Search code examples
regexutf-8ragel

UTF-8 match position


Is it somehow possible to get the character position of matched pattern in Ragel?

I know a match receives a pointer into the string (char *), i.e. the byte-offset where the pattern was found inside of the string. The problem is that UTF-8 is variable-length encoding and thus characters and bytes do not have to align.

For example, if I wanted to search for $ in €€$ I would like to get 2, instead of 6 ($ → 0x24, → 0xE282AC).


Solution

  • Ragel generates a tight piece of source code which is embedded into your favorite language. This code doesn't use any libraries, neither provided by Ragel nor the language standard library. As such, it has no means to parse UTF-8 or calculate a length of a UTF-8 string.

    What it can do, though, is to give you the pointers into the portion of the string you're interested in. Given that, you might calculate it's UTF-8 length using your favorite language-specific tools. For example, in C++ you could use the cxxtools' Utf8Codec::do_length method (or any other library you can think of) to get the UTF-8 length of the €€ piece after Ragel code returns it to you.
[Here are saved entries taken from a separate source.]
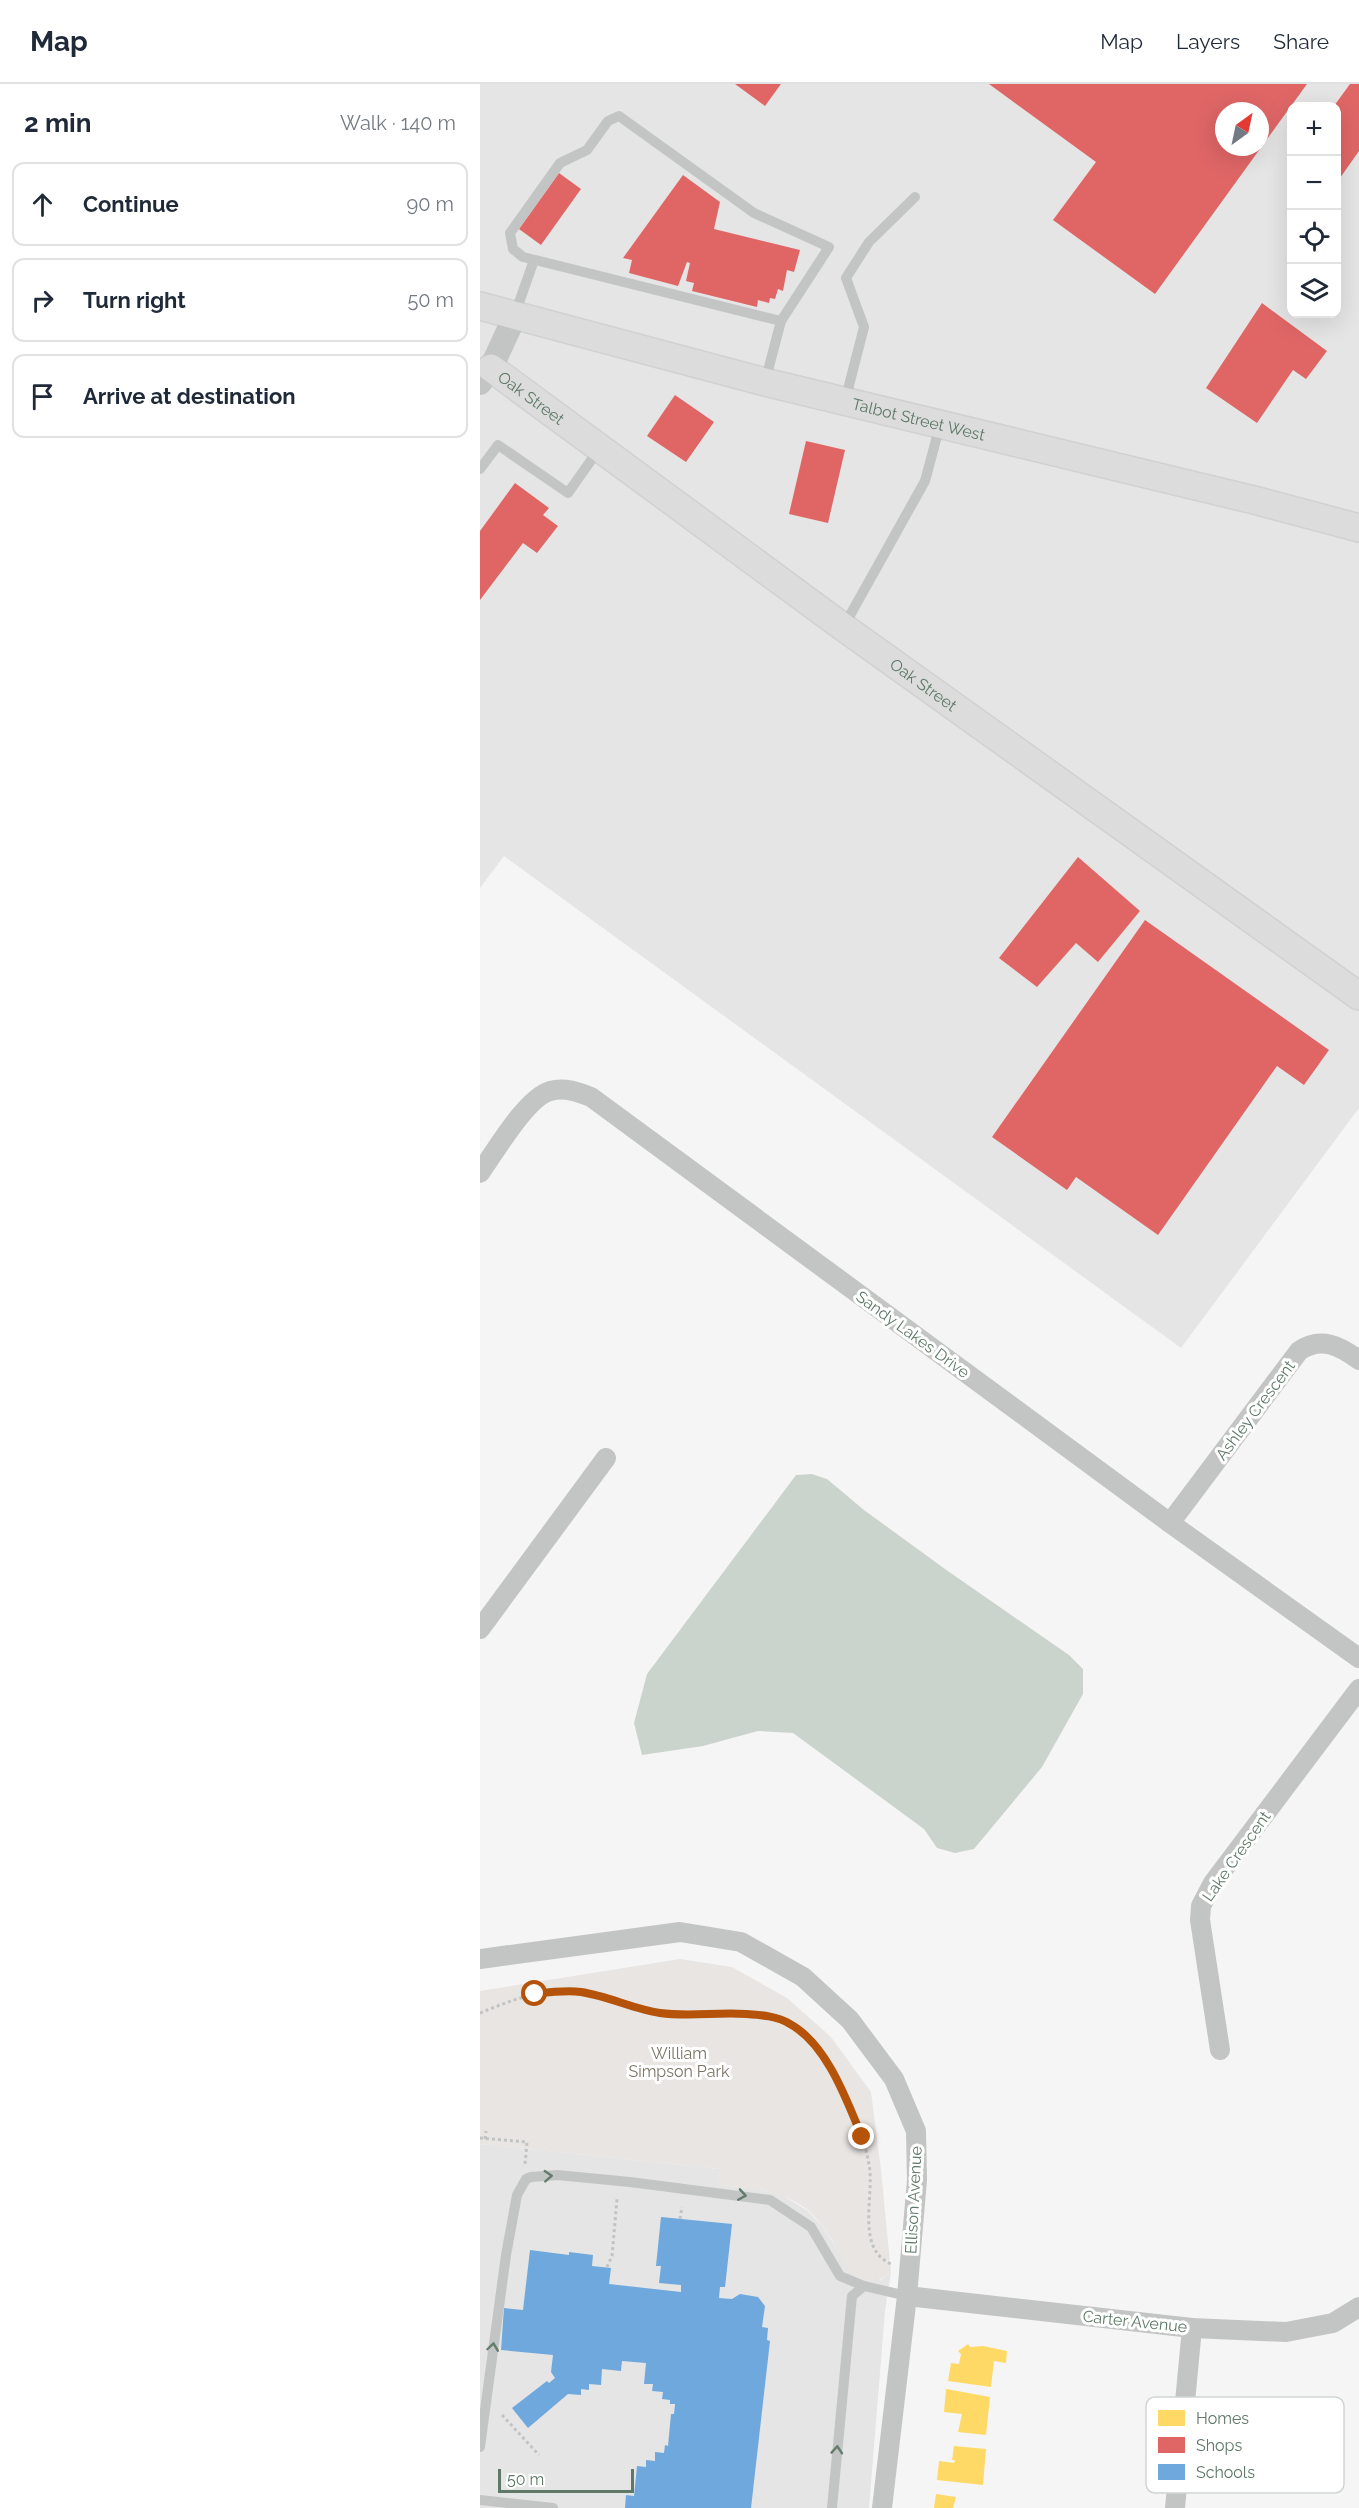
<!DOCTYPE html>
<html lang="en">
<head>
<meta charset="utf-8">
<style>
	body { margin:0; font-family:Raleway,sans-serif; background:#f6f6f7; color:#1f2937 }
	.controls { position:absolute; right:18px; top:18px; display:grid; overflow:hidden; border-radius:12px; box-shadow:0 6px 24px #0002 }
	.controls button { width:54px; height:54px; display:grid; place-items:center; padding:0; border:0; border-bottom:2px solid #e0e1e3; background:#fff; color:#1f2937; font:30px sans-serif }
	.compass { position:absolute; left:735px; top:18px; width:54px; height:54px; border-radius:50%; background:#fff; box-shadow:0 6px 24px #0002; rotate:33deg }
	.scale { position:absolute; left:18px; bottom:15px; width:136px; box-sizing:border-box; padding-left:6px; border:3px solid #5f7867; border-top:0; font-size:16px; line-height:21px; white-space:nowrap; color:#5f7867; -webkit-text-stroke:4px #fff; paint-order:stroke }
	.stop { position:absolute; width:18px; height:18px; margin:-14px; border:4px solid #b45309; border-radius:50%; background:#fff }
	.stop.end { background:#b45309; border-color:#fff; box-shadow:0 2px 6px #0008 }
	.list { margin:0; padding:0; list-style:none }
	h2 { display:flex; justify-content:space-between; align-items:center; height:78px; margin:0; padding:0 24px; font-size:26px }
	h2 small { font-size:20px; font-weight:400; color:#747a83 }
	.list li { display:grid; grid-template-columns:39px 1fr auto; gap:18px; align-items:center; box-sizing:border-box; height:84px; margin:0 12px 12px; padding:0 12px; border:2px solid #e0e1e3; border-radius:12px }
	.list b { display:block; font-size:22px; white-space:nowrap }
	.list em { font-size:20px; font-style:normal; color:#747a83 }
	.icon { flex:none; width:33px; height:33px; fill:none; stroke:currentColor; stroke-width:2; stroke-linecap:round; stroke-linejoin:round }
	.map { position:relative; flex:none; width:879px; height:2424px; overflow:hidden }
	header { display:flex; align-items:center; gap:36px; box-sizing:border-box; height:84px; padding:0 30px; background:#fff; border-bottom:2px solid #e0e1e3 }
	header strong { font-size:28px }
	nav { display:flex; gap:33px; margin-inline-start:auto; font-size:21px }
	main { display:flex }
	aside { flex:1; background:#fff }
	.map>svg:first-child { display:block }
	.built { fill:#e4e5e4; fill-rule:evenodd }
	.green { fill:#e8e5e3 }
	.water { fill:#cbd4cc }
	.homes { fill:#ffd966 }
	.shops { fill:#e06666; fill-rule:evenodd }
	.schools { fill:#6fa8dc }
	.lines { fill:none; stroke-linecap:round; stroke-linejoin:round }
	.secondary-casing { stroke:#d0d1d0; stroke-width:30 }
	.path { stroke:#c1c4c2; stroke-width:3; stroke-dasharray:3 3; stroke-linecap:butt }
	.service { stroke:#c3c5c4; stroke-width:10 }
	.minor { stroke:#c3c5c4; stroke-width:20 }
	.tertiary { stroke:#c3c5c4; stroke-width:24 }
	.secondary { stroke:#dbdcdb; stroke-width:27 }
	.oneway { stroke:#647c6c }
	.route { stroke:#b45309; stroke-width:8 }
	.labels { text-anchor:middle; stroke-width:6; stroke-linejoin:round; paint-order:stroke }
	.street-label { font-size:16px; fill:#5f7867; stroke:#fff }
	.park-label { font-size:16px; fill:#7b7567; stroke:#fff }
	.key { fill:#fff; stroke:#cfd6d1; stroke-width:1.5 }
	.key-label { font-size:16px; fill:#5f7867 }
</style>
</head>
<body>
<header>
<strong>Map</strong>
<nav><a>Map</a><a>Layers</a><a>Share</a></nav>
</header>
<main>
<aside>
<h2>2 min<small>Walk · 140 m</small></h2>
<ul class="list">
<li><svg class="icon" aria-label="ahead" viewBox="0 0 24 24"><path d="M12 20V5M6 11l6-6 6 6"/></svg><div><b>Continue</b></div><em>90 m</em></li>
<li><svg class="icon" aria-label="right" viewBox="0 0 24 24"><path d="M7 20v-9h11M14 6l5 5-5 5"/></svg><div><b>Turn right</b></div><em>50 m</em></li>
<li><svg class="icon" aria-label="arrive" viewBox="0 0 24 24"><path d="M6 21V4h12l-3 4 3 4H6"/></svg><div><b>Arrive at destination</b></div></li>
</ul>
</aside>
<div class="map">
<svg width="879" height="2424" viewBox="0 0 879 2424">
	<rect width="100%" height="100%" fill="#f6f5f5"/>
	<g class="built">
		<path d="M0 0H879V1024L701 1264 24 772 0 804ZM812 22H856V230H812ZM744 27H780V63H744Z"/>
		<path d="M0 2060 239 2085 238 2101 270 2104 302 2111 328 2127 343 2143 357 2165 400 2196 411 2189 405 2227 389 2424H0Z"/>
	</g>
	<path class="green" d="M200 1875 252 1883 307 1914 351 1953 391 2008 401 2086 411 2189C374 2213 366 2182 352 2156 346 2146 337 2135 329 2127 304 2106 268 2104 237 2101L239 2085 0 2060V1907Z"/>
	<path class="water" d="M332 1390 347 1395 384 1426 465 1485 589 1571 603 1585V1610L562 1683 494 1765 475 1769 457 1764 444 1745 313 1649 278 1647 223 1662 162 1671 154 1639 167 1590 316 1391Z"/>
	<g class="homes">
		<path d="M488 2260 490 2263 503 2262 527 2267 526 2279 514 2277 511 2303 468 2297 471 2279 479 2280 481 2270 478 2267Z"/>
		<path d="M466 2305 510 2313 506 2351 478 2348 482 2330 464 2328Z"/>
		<path d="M474 2362 506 2365 503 2401 457 2396 459 2377 474 2379 475 2376H472Z"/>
		<path d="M456 2410 476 2413 473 2424H454Z"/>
	</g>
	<g class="shops">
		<path d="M255 0H301L285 22Z"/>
		<path d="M509 0H827L675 210 573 136 616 78ZM744 27H780V63H744Z"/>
		<path d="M870 0H879V67L860 94 856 91V22H854Z"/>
		<path d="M79 89 101 105 61 161 39 145Z"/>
		<path d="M203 91 240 118 234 145 320 166 314 188 307 186 303 207 298 205 295 215 290 214 289 219 278 216 277 223 212 207 214 199 206 197 210 179 207 178 198 202 149 189 152 176 143 174Z"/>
		<path d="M782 219 847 267 826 295 813 286 777 339 726 304Z"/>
		<path d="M195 311 234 338 206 378 167 352Z"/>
		<path d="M326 357 365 366 348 439 309 430Z"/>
		<path d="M35 399 69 424 63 431 78 442 57 469 43 459 0 516V447Z"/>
		<path d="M598 773 660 827 618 878 596 859 557 903 519 874Z"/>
		<path d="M665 836 849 966 824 1001 797 982 678 1151 596 1093 587 1106 512 1053Z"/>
	</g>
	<path class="schools" d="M181 2133 252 2140 245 2203H240L239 2214 252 2215 260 2210 278 2213 285 2222 282 2243 288 2244 287 2256 290 2257 271 2424H145L146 2411 154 2412 157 2382 166 2383V2376L175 2377V2368L184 2369 185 2361 188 2362 191 2330H194L195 2320H190V2316L182 2315 183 2308 172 2307 173 2300H164L166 2279 142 2277 141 2287 122 2285 121 2301 109 2300V2306L101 2305V2311L88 2310 48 2344 32 2324 67 2297 69 2299 75 2294 71 2288 73 2271 21 2266 24 2224 43 2226 50 2166 89 2171V2168L113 2171 112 2182 131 2184 129 2200 201 2208V2201L179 2199 181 2182H176Z"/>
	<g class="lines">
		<g class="secondary-casing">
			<g id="secondary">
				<path id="s1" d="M0 222 285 298 774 416 879 444"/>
				<path id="s2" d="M11 284 363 543 879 912"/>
			</g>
		</g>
		<g class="path">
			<path d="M0 1929C27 1918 54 1907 83 1907 111 1907 135 1921 162 1926 179 1929 196 1931 212 1931 252 1931 303 1921 332 1957 359 1992 381 2037 389 2080 395 2112 375 2164 411 2180"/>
			<path d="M0 2054 47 2058 45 2080"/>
			<path d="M5 2055 6 2047"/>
			<path d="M200 2135 202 2123"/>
			<path d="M127 2183 132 2172 137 2115"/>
			<path d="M22 2331 59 2371"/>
		</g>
		<g class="service">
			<path d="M139 32 274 129 349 163 301 237 43 173 33 165 30 149 80 79 107 66 128 37Z"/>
			<path d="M35 230 54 176"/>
			<path d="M285 298 301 237"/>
			<path d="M365 317 384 243 366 194 389 158 435 113"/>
			<path d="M0 385 18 361 88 409 119 365"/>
			<path d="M364 542 445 397 460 341"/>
			<path d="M0 2363 26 2171 37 2111 46 2095 51 2093 77 2091 150 2098 290 2116 331 2143 360 2192 384 2202"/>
			<path d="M0 2416 73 2424"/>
			<path d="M352 2424 372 2212 384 2202 427 2212"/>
		</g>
		<g class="minor">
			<path d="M0 1089C15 1068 46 1014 70 1007 85 1003 98 1008 111 1013L690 1439 879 1574"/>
			<path d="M690 1439 819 1267C841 1252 860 1262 879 1276"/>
			<path d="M0 1545 126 1374"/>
			<path d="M0 1875 200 1848 261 1858 323 1893 370 1936 414 1995 436 2047 437 2096 427 2212 402 2424"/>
			<path d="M740 1966 720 1836 721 1822 733 1799 879 1605"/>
			<path d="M427 2212 712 2244 806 2248 853 2239 879 2223"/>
			<path d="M695 2424 712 2244"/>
		</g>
		<path class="tertiary" d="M0 299 11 284 35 232"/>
		<use href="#secondary" class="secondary"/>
	</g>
	<defs><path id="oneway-chevron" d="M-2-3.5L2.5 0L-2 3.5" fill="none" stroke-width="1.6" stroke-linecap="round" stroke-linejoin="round" transform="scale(1.5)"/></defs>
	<g class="oneway">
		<use href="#oneway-chevron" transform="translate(68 2092) rotate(-3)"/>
		<use href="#oneway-chevron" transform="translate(262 2111) rotate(9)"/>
		<use href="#oneway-chevron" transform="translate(13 2263) rotate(-82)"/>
		<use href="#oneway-chevron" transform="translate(357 2366) rotate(-86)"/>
	</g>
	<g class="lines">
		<path class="route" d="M55 1910C71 1908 85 1906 101 1908 128 1912 153 1925 180 1929 209 1933 237 1928 266 1930 281 1931 297 1932 310 1940 347 1960 367 2017 382 2053"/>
	</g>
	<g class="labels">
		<g class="street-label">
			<text dy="6" stroke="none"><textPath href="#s2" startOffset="50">Oak Street</textPath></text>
			<text dy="6" stroke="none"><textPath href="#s1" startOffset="453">Talbot Street West</textPath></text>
			<text dy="6" stroke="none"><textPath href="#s2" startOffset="536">Oak Street</textPath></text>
			<text transform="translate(433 1250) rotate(36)" y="6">Sandy Lakes Drive</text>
			<text transform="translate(775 1326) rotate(-53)" y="6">Ashley Crescent</text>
			<text transform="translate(756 1772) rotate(-55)" y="6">Lake Crescent</text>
			<text transform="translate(433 2116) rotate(-87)" y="6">Ellison Avenue</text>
			<text transform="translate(655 2237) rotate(6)" y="6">Carter Avenue</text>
		</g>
		<g class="park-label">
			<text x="199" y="1975">William<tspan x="199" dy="18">Simpson Park</tspan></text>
		</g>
	</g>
	<rect x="666" y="2313" width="198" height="96" rx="9" class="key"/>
	<rect x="678" y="2326" width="27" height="16" fill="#ffd966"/>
	<rect x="678" y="2353" width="27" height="16" fill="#e06666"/>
	<rect x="678" y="2380" width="27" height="16" fill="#6fa8dc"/>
	<g class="key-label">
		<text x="716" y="2340">Homes</text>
		<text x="716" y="2367">Shops</text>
		<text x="716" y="2394">Schools</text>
	</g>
</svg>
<div class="controls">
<button>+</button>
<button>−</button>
<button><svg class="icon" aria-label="locate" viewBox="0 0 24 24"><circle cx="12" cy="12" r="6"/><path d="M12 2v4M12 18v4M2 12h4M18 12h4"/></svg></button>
<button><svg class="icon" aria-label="layers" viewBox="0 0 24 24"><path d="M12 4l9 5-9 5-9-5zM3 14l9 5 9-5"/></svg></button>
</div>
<svg class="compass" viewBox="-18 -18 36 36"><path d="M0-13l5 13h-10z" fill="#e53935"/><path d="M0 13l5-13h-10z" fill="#747a83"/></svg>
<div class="scale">50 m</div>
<div class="stop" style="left:55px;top:1910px"></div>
<div class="stop end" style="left:382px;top:2053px"></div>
</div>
</main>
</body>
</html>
    You can also tune Ragel to use 16-bit characters and feed UCS-2 to it, as discussed by Wil Macaulay and Wincent Colaiuta. 32-bit characters with UCS-4 should be even better.

    Yet another angle could be to generate a state machine handing the UTF-8 using the unicode2ragel.rb script and attempt to modify it to count the number of transitions. (I've no idea whether that'll work or not, never used that state machine myself).